The Nightingale Girls follows three trainee nurses in 1930s London. There’s Dora, the poor-but-hardworking East End girl, accepted to the prestigious Nightingale Teaching Hospital because she reminds the new Matron of herself and her roommates; Millie, the dissatisfied Lady, fleeing her responsibilities for fun and sense-of-purpose; and Helen, the bookish but sad daughter of a powerful hospital trustee. They’re pretty easily recognizable tropes, but due to very varied home lives and tragic pasts, all three are unique to read.
Unfortunately, I wanted nursing and class struggles, similar to the show the publishers are drawing comparisons to. What I got was three 200 page romances. Dora undergoes some teasing and almost fails an exam because she can’t afford a book, but otherwise, her different background doesn’t factor much into the story. Likewise, the book only shows one or two classes and then moves on to using the wards as set dressing. There are patients, some of them are sick, sometimes the girls are required to attend them, but large swathes of the book feature no more nursing than cleaning and making tea.
Instead, each girl is given a romance that takes up the large majority of this very long novel. One falls for a boy from home, one is trapped in a love triangle between a good friend and a baaad boy, and one, the most interesting and consequently best, falls for a patient of a different class. I don’t mind romance, and I was expecting a love interest for each, but it drives too much of the book. The girls claim they don’t want to get married and leave their beloved jobs, but I didn’t find that to be the case based on the narration.

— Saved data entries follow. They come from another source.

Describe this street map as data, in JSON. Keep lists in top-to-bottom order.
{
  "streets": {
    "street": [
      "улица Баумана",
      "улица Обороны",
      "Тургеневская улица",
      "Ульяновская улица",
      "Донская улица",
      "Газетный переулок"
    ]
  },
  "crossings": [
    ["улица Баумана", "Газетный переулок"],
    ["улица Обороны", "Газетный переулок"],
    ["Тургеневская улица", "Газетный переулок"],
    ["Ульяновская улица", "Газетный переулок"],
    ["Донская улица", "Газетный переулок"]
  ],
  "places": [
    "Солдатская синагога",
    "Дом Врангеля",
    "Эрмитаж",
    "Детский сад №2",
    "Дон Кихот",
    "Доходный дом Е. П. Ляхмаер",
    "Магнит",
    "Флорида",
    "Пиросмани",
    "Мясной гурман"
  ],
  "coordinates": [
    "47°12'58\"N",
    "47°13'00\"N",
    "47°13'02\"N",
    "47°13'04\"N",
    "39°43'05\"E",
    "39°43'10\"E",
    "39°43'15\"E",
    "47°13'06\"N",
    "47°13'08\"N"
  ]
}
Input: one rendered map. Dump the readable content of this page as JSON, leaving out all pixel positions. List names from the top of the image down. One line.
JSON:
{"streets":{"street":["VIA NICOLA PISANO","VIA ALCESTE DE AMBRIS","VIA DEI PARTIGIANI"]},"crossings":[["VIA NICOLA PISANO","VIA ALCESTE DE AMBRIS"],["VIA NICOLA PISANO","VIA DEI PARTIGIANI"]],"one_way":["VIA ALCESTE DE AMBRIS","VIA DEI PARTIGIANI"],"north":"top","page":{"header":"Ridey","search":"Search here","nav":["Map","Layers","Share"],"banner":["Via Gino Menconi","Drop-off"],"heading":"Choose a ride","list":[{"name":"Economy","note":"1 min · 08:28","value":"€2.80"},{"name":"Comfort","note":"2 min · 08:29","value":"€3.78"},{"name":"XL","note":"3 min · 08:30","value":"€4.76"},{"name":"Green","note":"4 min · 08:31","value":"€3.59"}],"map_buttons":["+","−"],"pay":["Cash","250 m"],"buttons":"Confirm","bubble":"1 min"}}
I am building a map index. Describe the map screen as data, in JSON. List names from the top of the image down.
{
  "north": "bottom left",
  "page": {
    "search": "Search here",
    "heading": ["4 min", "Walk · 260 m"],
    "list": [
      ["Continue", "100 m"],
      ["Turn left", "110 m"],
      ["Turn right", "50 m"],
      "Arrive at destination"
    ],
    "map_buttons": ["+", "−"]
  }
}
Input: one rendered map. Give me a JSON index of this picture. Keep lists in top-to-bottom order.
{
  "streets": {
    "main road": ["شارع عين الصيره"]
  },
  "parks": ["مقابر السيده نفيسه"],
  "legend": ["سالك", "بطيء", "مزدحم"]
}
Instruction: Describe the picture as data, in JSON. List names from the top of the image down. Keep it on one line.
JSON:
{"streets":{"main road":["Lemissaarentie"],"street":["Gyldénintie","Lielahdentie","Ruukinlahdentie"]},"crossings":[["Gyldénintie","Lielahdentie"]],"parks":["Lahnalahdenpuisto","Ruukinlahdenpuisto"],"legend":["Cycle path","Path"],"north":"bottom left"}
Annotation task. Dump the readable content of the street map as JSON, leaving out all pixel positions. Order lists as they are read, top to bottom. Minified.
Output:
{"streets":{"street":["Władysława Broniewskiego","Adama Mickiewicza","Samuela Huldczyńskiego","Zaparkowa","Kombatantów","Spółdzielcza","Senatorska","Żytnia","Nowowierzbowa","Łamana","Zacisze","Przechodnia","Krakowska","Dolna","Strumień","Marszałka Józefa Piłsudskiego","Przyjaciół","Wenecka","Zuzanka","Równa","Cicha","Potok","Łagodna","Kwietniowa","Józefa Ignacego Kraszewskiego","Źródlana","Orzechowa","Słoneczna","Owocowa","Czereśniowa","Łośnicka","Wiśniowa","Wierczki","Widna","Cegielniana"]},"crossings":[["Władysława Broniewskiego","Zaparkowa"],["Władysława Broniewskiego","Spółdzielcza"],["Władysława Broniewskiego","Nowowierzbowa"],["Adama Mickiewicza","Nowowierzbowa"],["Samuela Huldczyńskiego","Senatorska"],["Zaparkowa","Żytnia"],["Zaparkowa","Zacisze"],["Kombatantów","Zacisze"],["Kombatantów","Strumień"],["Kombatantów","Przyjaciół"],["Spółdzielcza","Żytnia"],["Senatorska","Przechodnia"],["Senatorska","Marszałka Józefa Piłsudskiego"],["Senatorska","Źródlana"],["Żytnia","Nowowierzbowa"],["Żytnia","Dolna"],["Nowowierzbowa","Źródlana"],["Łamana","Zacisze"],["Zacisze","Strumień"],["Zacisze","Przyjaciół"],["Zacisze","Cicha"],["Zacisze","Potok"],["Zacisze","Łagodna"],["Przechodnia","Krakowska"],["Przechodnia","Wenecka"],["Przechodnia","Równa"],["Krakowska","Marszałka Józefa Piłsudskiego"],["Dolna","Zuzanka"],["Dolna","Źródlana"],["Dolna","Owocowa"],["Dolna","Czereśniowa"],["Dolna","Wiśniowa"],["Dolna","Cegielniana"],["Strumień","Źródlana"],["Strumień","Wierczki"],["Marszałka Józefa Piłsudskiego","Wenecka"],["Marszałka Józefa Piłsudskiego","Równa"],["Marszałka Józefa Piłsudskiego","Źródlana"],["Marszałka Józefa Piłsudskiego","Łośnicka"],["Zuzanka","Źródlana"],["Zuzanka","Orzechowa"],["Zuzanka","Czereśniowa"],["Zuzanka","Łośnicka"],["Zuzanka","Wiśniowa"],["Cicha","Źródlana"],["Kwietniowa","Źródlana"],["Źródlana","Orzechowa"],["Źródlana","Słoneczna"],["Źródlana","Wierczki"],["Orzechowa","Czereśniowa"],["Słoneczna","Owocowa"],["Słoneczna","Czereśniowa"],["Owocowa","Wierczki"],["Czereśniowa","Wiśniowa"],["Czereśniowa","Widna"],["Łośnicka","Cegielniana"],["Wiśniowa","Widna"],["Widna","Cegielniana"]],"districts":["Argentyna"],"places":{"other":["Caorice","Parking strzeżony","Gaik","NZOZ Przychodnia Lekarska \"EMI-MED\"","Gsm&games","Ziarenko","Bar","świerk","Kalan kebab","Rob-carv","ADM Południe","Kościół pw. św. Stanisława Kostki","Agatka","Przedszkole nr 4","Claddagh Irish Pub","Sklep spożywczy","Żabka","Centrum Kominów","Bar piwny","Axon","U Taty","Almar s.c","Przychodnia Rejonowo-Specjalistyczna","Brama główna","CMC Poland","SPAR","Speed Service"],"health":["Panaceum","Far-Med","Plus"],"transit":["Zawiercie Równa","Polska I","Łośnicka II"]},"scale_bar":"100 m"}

There are a lot of subplots and four or five other POVs that make brief appearances to drive them. The new Matron is too modern and her assistant and the trustees don’t approve. The mean girl has problems at home. One of the love interests has problems at home. Someone knows secrets about someone else. Three teachers knit and have tea. None of it’s bad, in fact it’s good to give villains motivation, but the book is too long by half and these detours frequently pulled away from the little action in the main story.
Still, I like Millie a lot, one romance really gave me the feels, and I’m kind of interested in a modern Matron at a very old-fashioned school. Unfortunately, I’m very against rape as a plot point, particularly child sexual abuse, and it’s deployed liberally in one backstory. I don’t think it was necessary and the resolution where: the love interest drives the abuser away, without talking to the victims, because his brother overheard them fighting, made me feel scummy. Something about it felt like the victim is his property now, so the abuser left. It’s even more disappointing because the victim had previously displayed some savvy, outsmarting the abuser, and then completely lost her head and couldn’t see that he’d taken a new victim. The character progression felt off. With the exception of that one plot point, there’s nothing wrong with The Nightingale Girls. It just wasn’t particularly interesting, either.